(Stored data entries)
####

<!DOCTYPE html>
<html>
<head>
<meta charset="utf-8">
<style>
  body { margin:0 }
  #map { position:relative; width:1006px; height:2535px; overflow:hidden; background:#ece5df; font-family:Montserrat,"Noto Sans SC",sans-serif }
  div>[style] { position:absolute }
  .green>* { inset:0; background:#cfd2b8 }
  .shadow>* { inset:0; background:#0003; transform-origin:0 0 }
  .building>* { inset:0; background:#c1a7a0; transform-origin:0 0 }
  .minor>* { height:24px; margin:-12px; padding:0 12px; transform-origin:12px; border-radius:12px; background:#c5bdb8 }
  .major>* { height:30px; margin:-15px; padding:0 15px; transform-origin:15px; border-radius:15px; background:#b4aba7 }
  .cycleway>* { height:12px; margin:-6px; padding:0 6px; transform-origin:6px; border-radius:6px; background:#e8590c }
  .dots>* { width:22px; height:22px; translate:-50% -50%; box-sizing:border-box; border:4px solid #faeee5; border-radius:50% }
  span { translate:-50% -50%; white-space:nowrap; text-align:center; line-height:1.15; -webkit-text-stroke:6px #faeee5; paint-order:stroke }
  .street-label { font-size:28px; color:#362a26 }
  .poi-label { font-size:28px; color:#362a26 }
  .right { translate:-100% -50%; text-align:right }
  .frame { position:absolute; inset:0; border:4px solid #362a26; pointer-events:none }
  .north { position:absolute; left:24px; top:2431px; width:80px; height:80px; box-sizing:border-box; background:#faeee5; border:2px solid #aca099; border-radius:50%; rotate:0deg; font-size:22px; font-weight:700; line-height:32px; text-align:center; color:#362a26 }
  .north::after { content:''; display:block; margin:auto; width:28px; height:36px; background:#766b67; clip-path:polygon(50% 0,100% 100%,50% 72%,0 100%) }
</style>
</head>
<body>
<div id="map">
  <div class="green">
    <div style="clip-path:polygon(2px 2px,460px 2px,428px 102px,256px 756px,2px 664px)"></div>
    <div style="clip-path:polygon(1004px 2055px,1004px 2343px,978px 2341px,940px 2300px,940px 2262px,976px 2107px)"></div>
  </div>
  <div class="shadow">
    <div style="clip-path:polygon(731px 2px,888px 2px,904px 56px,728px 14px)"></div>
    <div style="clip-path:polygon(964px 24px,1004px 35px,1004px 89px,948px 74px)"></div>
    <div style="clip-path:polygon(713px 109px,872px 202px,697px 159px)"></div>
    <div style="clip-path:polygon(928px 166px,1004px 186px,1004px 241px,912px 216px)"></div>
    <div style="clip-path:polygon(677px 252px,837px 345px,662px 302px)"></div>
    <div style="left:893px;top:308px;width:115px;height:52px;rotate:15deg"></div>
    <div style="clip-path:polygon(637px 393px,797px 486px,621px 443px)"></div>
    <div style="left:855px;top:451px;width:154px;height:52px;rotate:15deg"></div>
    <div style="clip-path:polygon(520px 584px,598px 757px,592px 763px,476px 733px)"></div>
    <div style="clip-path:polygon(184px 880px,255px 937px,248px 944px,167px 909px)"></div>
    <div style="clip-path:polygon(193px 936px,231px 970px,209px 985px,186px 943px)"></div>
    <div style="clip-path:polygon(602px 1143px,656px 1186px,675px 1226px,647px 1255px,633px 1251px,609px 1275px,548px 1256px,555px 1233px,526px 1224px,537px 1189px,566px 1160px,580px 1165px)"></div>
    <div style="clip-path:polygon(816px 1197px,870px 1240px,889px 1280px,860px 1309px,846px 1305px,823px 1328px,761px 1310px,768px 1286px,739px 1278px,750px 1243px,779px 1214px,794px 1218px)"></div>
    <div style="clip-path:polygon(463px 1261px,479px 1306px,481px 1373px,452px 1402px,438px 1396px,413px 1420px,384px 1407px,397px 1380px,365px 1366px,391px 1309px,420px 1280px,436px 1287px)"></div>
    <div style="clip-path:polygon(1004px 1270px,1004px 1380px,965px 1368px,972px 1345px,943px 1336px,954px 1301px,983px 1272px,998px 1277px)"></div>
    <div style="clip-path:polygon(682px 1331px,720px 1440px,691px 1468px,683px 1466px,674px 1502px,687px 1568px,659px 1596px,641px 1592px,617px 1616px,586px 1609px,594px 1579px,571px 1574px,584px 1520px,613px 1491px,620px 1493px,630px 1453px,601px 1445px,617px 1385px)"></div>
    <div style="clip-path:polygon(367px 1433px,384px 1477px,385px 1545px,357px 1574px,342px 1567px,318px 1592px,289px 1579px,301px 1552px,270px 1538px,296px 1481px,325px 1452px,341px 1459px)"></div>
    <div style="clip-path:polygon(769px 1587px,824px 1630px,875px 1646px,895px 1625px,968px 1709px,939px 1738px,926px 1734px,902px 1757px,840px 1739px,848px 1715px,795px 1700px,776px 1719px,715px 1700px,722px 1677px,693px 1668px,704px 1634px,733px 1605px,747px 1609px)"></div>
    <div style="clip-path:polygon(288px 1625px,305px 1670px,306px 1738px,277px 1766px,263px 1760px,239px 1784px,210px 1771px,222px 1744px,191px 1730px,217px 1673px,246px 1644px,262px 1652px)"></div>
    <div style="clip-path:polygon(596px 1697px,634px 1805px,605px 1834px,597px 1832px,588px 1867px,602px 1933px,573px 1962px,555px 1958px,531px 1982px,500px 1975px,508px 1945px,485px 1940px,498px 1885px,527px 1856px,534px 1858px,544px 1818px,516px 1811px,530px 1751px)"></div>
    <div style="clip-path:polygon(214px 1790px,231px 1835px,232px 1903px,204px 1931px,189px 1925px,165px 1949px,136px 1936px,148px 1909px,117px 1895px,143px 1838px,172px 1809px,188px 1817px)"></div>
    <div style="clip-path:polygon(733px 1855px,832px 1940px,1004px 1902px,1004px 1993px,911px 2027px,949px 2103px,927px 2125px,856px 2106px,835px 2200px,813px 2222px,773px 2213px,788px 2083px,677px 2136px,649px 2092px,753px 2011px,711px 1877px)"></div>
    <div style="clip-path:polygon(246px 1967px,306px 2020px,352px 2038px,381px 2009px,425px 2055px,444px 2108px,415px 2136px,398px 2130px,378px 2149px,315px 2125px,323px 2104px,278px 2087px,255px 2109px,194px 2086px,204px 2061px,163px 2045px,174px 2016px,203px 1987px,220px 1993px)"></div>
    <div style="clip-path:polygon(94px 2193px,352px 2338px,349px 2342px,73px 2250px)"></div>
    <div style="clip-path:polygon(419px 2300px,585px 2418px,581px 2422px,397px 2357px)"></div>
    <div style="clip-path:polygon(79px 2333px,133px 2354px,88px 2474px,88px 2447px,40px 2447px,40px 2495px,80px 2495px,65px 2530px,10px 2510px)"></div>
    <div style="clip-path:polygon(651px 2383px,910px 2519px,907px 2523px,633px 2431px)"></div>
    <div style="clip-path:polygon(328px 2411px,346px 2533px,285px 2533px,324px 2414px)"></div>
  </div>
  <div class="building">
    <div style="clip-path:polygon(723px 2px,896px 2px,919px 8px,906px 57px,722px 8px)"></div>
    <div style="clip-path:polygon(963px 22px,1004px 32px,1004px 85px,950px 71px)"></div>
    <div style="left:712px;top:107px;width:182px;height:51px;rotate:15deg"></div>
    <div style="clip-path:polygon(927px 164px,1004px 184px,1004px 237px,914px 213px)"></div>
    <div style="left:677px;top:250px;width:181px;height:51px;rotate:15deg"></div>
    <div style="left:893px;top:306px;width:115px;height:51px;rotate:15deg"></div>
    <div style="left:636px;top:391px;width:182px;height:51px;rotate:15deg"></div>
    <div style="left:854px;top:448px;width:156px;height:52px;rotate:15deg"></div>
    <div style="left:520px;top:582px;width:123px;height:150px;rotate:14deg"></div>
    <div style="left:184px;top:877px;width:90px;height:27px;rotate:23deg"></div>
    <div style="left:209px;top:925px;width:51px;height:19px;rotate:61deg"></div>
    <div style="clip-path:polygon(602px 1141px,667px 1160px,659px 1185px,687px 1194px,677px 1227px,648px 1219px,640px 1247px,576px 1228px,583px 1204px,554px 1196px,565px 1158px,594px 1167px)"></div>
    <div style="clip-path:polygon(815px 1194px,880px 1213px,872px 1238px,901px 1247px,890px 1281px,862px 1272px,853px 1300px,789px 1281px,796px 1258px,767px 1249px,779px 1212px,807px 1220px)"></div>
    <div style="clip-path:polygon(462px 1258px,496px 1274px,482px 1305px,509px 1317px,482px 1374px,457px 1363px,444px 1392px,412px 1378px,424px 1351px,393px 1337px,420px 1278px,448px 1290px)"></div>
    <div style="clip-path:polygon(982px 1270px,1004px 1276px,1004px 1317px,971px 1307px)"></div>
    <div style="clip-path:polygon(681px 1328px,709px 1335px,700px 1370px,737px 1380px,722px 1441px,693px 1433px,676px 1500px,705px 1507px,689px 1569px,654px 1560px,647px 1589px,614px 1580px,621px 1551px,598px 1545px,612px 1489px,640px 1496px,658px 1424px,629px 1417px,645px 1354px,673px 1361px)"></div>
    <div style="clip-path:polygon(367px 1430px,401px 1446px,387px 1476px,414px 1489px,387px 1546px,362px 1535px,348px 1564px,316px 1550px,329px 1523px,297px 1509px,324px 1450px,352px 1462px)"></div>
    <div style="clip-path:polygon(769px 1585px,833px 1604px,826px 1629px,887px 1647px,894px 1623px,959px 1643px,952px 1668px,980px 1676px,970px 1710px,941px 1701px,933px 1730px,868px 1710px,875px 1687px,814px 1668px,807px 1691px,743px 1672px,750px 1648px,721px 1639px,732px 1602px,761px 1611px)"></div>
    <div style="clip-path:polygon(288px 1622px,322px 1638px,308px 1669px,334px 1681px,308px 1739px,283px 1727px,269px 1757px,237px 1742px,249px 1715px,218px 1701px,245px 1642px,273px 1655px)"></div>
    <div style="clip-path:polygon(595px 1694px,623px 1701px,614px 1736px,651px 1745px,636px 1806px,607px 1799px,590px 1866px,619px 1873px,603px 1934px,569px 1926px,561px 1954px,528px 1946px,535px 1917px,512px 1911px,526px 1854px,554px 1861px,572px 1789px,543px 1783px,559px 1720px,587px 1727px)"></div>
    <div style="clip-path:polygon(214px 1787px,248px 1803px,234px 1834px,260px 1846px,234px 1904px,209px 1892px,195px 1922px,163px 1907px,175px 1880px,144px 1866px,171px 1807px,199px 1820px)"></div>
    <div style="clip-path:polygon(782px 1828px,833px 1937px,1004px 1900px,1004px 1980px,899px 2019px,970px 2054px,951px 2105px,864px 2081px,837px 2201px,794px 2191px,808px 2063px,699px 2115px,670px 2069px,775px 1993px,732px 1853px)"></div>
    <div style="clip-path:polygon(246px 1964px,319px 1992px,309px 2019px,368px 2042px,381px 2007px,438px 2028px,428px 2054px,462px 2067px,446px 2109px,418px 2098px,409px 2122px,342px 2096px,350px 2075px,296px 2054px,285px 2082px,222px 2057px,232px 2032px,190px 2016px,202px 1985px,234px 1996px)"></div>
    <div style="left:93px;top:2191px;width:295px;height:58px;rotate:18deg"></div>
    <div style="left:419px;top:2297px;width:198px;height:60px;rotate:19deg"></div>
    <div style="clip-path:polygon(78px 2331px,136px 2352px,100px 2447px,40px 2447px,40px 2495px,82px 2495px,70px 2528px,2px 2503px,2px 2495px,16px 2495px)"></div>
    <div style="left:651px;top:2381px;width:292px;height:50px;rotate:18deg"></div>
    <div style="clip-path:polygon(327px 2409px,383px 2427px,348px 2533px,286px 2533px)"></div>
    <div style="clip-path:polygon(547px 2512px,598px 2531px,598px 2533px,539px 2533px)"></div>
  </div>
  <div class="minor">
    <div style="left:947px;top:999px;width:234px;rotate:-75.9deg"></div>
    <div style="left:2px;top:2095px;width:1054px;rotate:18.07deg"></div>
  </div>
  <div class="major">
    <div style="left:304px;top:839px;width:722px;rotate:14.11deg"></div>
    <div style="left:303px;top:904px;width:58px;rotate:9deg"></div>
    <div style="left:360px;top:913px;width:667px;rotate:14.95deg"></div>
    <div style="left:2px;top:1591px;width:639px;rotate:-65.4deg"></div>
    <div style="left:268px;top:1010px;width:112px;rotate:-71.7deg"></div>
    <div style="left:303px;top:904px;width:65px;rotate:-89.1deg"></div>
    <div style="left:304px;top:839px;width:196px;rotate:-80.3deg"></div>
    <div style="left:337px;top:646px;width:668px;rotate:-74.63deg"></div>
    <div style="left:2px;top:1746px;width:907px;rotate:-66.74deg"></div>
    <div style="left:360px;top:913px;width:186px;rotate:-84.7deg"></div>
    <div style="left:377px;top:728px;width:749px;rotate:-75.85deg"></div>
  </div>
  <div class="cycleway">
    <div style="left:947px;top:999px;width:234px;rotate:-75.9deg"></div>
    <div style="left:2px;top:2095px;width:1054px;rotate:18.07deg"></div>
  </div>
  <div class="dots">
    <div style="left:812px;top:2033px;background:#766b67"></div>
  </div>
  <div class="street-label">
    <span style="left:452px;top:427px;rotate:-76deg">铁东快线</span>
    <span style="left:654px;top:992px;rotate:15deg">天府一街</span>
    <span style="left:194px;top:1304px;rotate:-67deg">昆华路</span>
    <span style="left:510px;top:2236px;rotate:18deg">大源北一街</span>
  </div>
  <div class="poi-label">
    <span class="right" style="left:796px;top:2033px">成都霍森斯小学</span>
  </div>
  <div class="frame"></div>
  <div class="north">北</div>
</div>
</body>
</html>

####

## Exercise
Only the lines above that hold "shadow" are wanted. Show every one of them.

## Exercise result
  .shadow>* { inset:0; background:#0003; transform-origin:0 0 }
  <div class="shadow">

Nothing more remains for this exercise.